Horhausen. An Heiligabend im Jahr 1906 wurde in Horhausen Joseph Höffner als erstes von sieben Geschwistern geboren.
Zu seiner Familie und zur Region hielt er eine lebenslange Bindung. So liebte und pflegte er, der viele Fremdsprachen beherrschte, zeit seines Lebens seine Westerwälder Mundart. Der Bauernhof der Familie Höffner stand im Herzen des Dorfes nahe der 1904 eingeweihten St. Maria Magdalena Kirche, dem Mittelpunkt der Menschen.
Die meisten Männer arbeiteten in den Eisenerzgruben, die Bauern rangen dem kargen Boden die Erträge ab.
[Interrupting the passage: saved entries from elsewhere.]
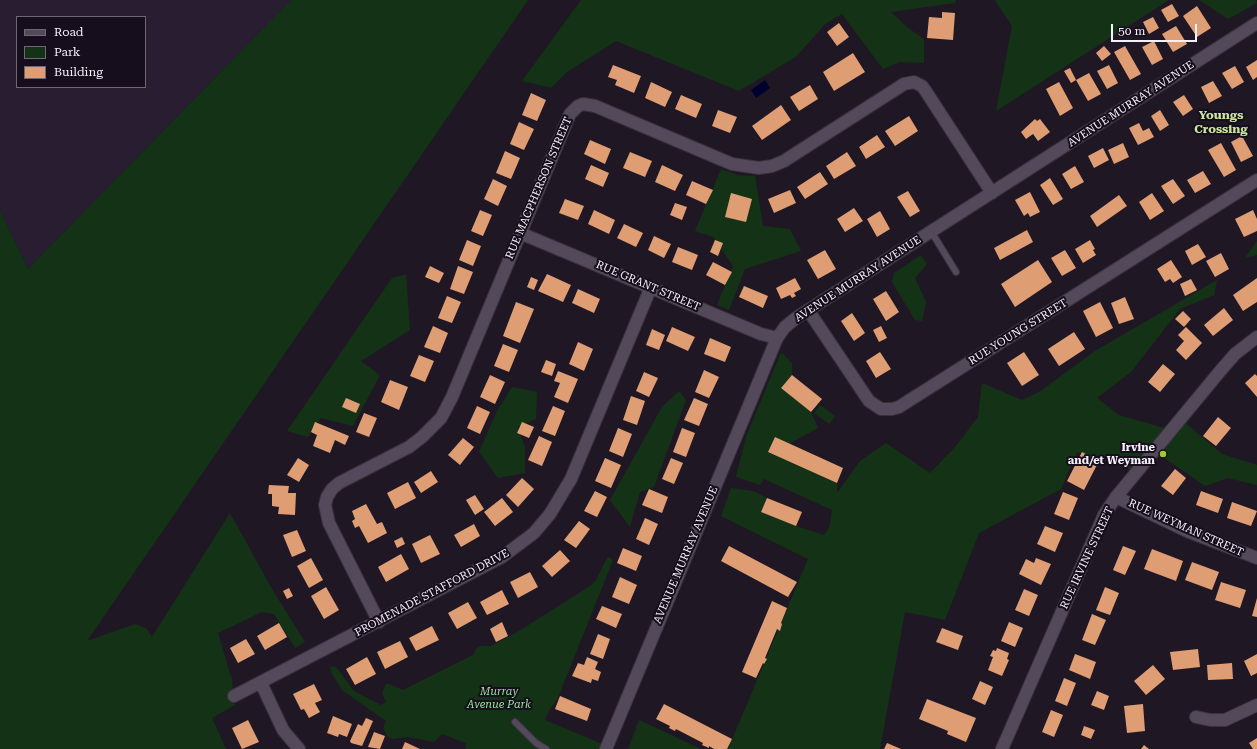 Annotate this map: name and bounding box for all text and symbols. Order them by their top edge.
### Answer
legend [16,16,146,88]
scale bar [1113,16,1199,42]
text: 50 m [1118,24,1145,38]
text: Road [54,25,83,39]
text: Park [54,45,80,59]
street label: AVENUE MURRAY AVENUE [1065,58,1197,150]
text: Building [54,65,103,79]
district label: Youngs Crossing [1194,108,1248,136]
street label: RUE MACPHERSON STREET [503,115,575,261]
street label: AVENUE MURRAY AVENUE [792,233,924,325]
street label: RUE GRANT STREET [594,258,702,314]
street label: RUE YOUNG STREET [966,296,1070,368]
place label: Irvine and/et Weyman [1068,441,1155,467]
marker: Irvine and/et Weyman [1158,449,1168,459]
street label: AVENUE MURRAY AVENUE [651,484,721,626]
street label: RUE WEYMAN STREET [1126,497,1246,559]
street label: RUE IRVINE STREET [1058,505,1116,611]
street label: PROMENADE STAFFORD DRIVE [353,547,511,639]
park label: Murray Avenue Park [467,685,531,711]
Seine Verbundenheit zur Heimat und seine bäuerliche Herkunft prägten Joseph Höffner zeitlebens.
Sein Pfarrer bereitete ihn auf das Gymnasium vor, das er erst in Montabaur besuchte. 1922 wechselte er auf das Friedrich-Wilhelm-Gymnasium in Trier, wo hundert Jahre zuvor Karl Marx das Abitur abgelegt hatte ebenso wie später der bedeutende Jesuit und Sozialethiker Oswald von Nell-Breuning.
Man mag es für eine „List“ der Geschichte halten, dass hier zwei katholische Gelehrte aufwuchsen, die den marxistischen Monopolanspruch auf soziale Problemlösung erfolgreich abwehrten, indem sie sich maßgebend an der sozialen Ausgestaltung der Marktwirtschaft beteiligten.
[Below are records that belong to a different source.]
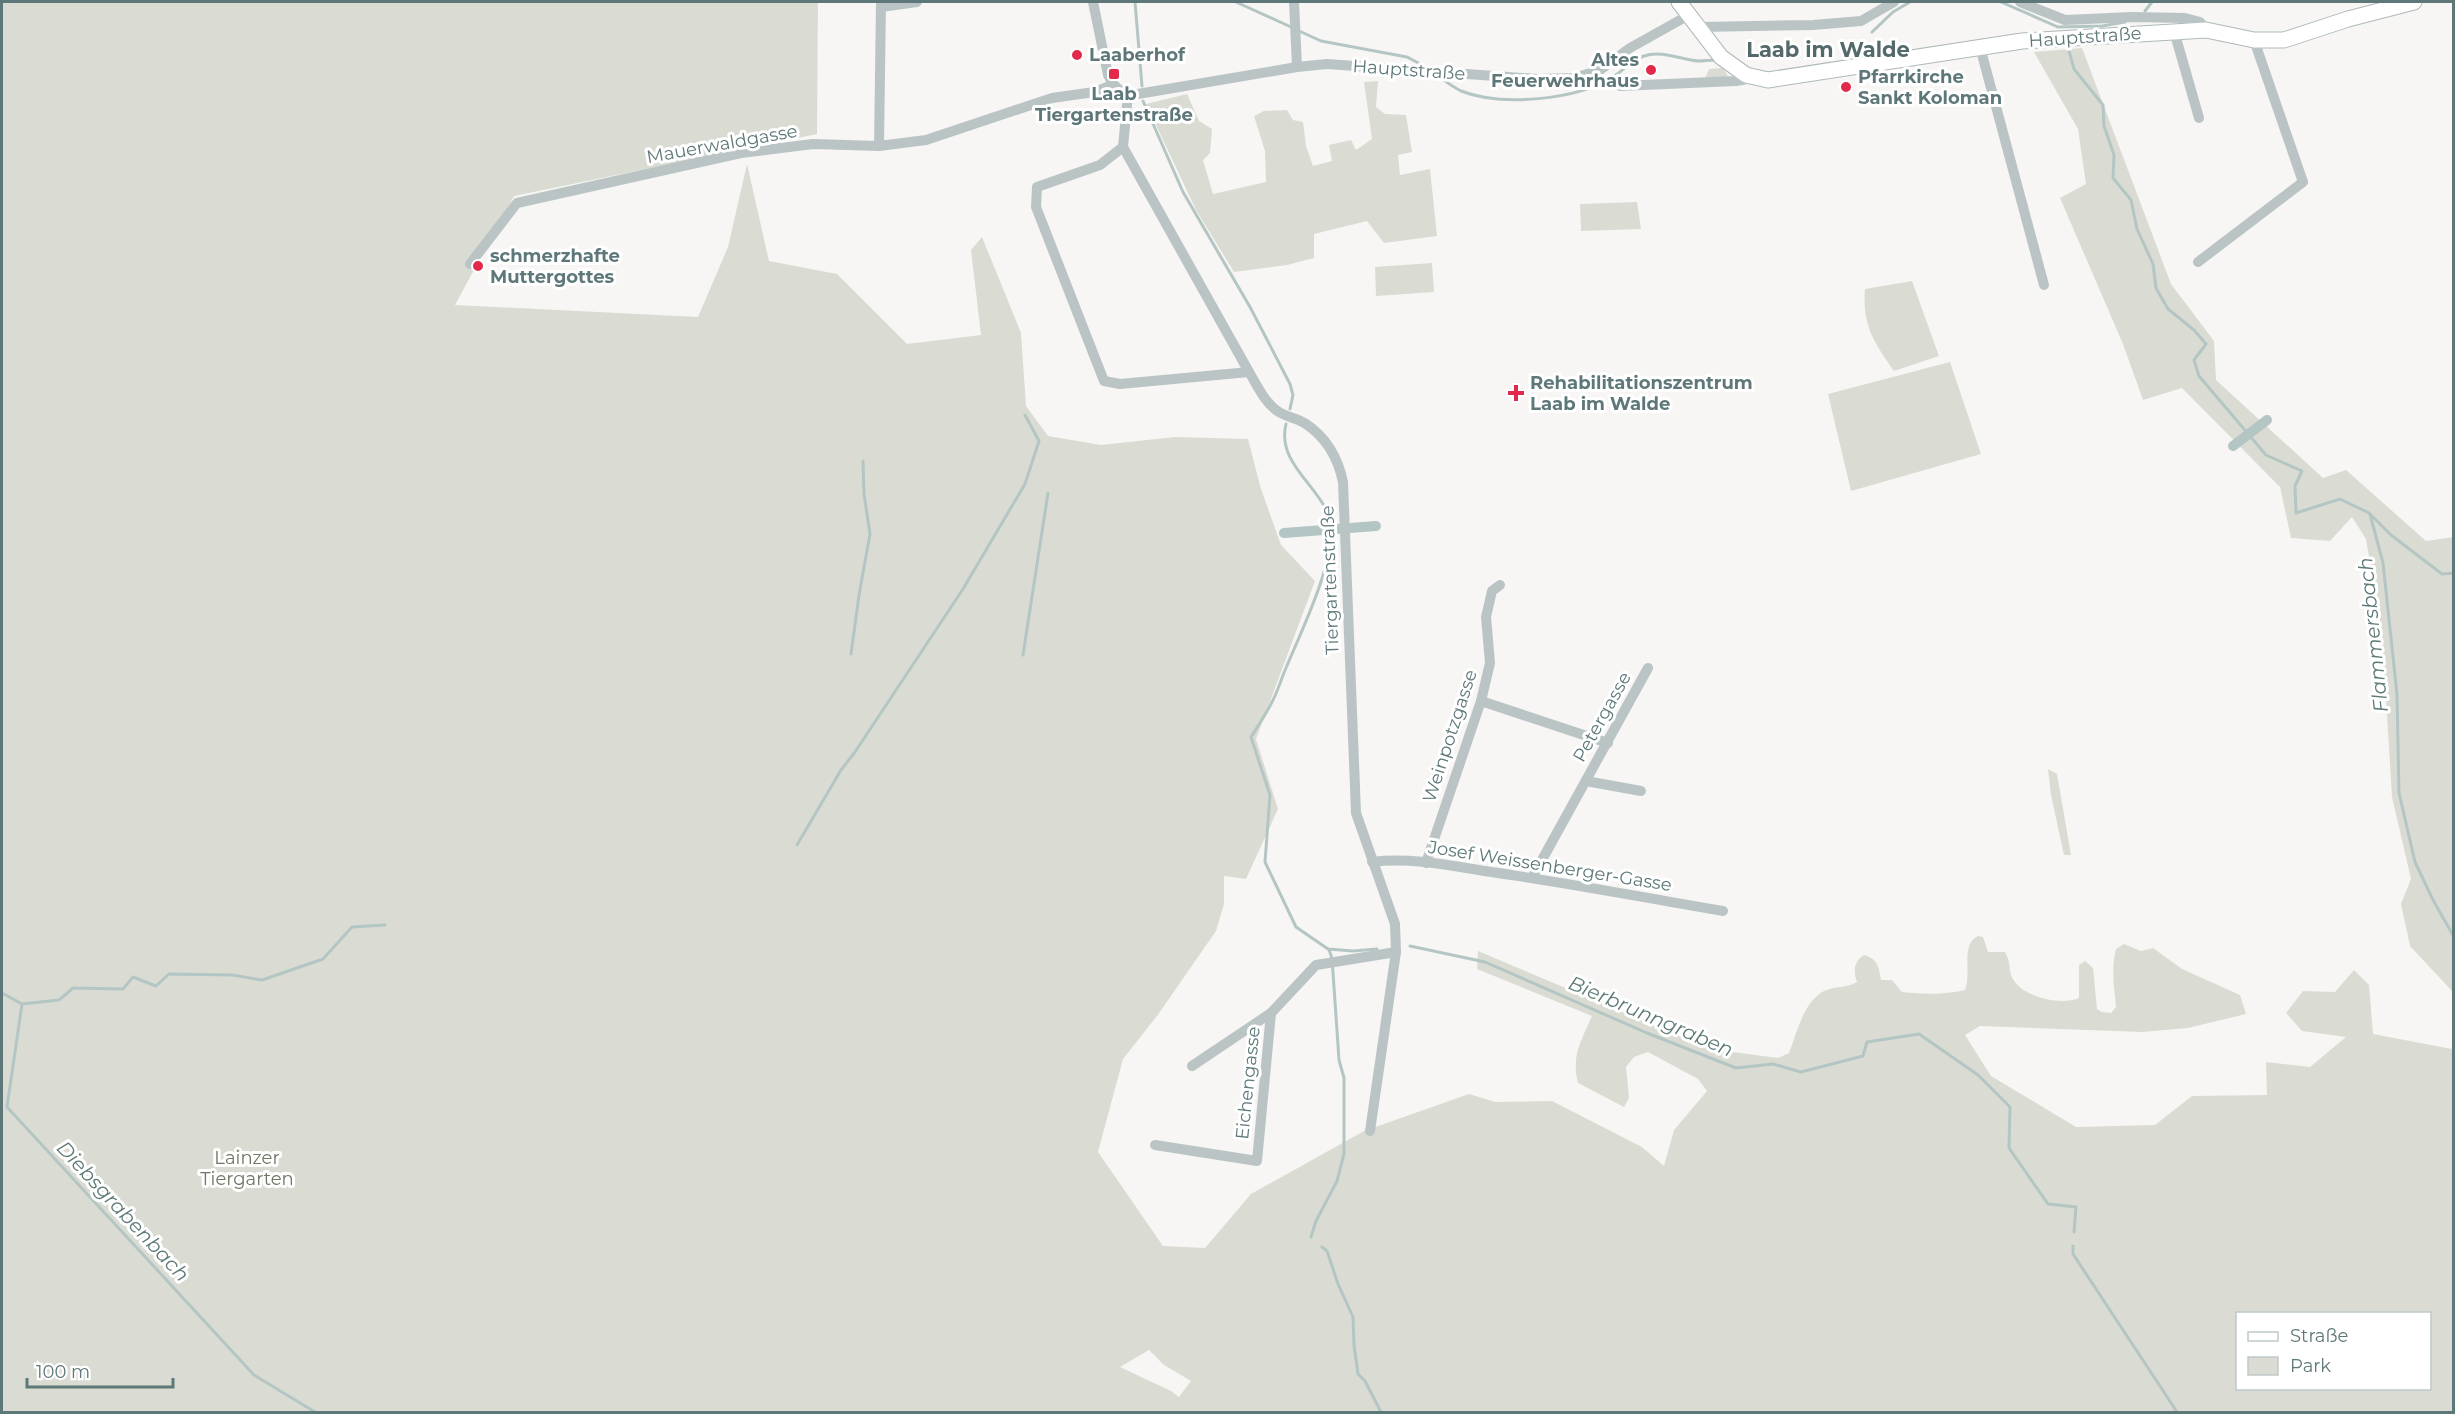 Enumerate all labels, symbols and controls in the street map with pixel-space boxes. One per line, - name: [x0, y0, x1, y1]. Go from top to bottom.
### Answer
- street label: Hauptstraße: [2028, 22, 2142, 52]
- district label: Laab im Walde: [1746, 37, 1910, 62]
- place label: Laaberhof: [1089, 44, 1186, 66]
- marker: Laaberhof: [1070, 48, 1084, 62]
- place label: Altes Feuerwehrhaus: [1491, 49, 1639, 92]
- street label: Hauptstraße: [1352, 55, 1466, 85]
- marker: Altes Feuerwehrhaus: [1644, 63, 1658, 77]
- place label: Pfarrkirche Sankt Koloman: [1858, 66, 2002, 109]
- marker: Laab Tiergartenstraße: [1107, 67, 1121, 81]
- marker: Pfarrkirche Sankt Koloman: [1839, 80, 1853, 94]
- place label: Laab Tiergartenstraße: [1035, 83, 1193, 126]
- street label: Mauerwaldgasse: [645, 120, 799, 168]
- place label: schmerzhafte Muttergottes: [490, 245, 620, 288]
- marker: schmerzhafte Muttergottes: [471, 259, 485, 273]
- place label: Rehabilitationszentrum Laab im Walde: [1530, 372, 1753, 415]
- marker: Rehabilitationszentrum Laab im Walde: [1507, 384, 1525, 402]
- street label: Tiergartenstraße: [1316, 505, 1344, 655]
- water label: Flammersbach: [2353, 556, 2393, 714]
- street label: Weinpotzgasse: [1418, 667, 1482, 805]
- street label: Petergasse: [1568, 668, 1636, 766]
- street label: Josef Weissenberger-Gasse: [1426, 836, 1674, 896]
- water label: Bierbrunngraben: [1565, 970, 1737, 1062]
- street label: Eichengasse: [1231, 1025, 1265, 1141]
- water label: Diebsgrabenbach: [52, 1136, 194, 1286]
- park label: Lainzer Tiergarten: [200, 1147, 294, 1190]
- legend: [2236, 1312, 2431, 1390]
- text: Straße: [2290, 1325, 2349, 1347]
- scale bar: [27, 1351, 172, 1389]
- text: Park: [2290, 1355, 2331, 1377]
- text: 100 m: [36, 1361, 90, 1383]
Nach dem Abitur 1926 trat Höffner ins Trierer Priesterseminar ein. Dort erkannte man schnell seine überragende Begabung, denn schon sechs Monate später wurde er zum Studium nach Rom geschickt. 1932 wurde er zum Priester geweiht. Seine römischen Studien schloss er 1934 mit einer Doktorarbeit ab, deren Thema zum Leitmotiv und Programm seines Lebens wurde: „Soziale Gerechtigkeit und soziale Liebe“. Es ist eine Darstellung der „Grundpfeiler katholischer Gesellschaftsethik“. Rechte und Pflichten ergänzen sich. Eine Gesellschaft gedeiht erst durch den freiwilligen Überschuss sozialer Liebe als sittlicher Tugend, welche die soziale Gerechtigkeit und damit das Gemeinwohl über das Notwendige und Selbstverständliche hinaus vervollkommnet.

Joseph Höffners weltweites Ansehen als Künder der Soziallehre der Kirche und sein Einsatz für das Zusammenwachsen der Weltkirche hatten ihre Wurzeln in seinen Studienjahren in Rom. Bereits dort begegnete er der Weltkirche. Diese Erfahrungen und seine Studien über Menschenwürde und Völkerrecht schärften seinen Blick für die internationalen Fragen. Sie werden vor allem in seinen Hauptwerken „Soziale Gerechtigkeit und soziale Liebe“ sowie „Christentum und Menschenwürde“ angesprochen.
Höffner kehrte nach Deutschland zurück und wurde Kaplan in Saarbrücken wo er erste Erfahrungen in der Seelsorge machte. Der Trierer Generalvikar stellte Höffner zu weiteren Studien frei und schickte ihn 1937 nach Freiburg, wo er eine zweite theologische Doktorarbeit verfasste („Bauern und Kirche im deutschen Mittelalter“) und Nationalökonomie studierte. Als „studierter Volkswirt“ (er wurde 1941 in Freiburg i. Br. als Schüler des großen Nationalökonomen Walter Eucken mit der Arbeit „Wirtschaftsethik und Monopole im fünfzehnten und sechzehnten Jahrhundert“ zum Dr. rer.pol. promoviert) war er prädestiniert, wirtschaftliche, soziale und ethische Gegebenheiten in ihrer Verknüpfung zu sehen.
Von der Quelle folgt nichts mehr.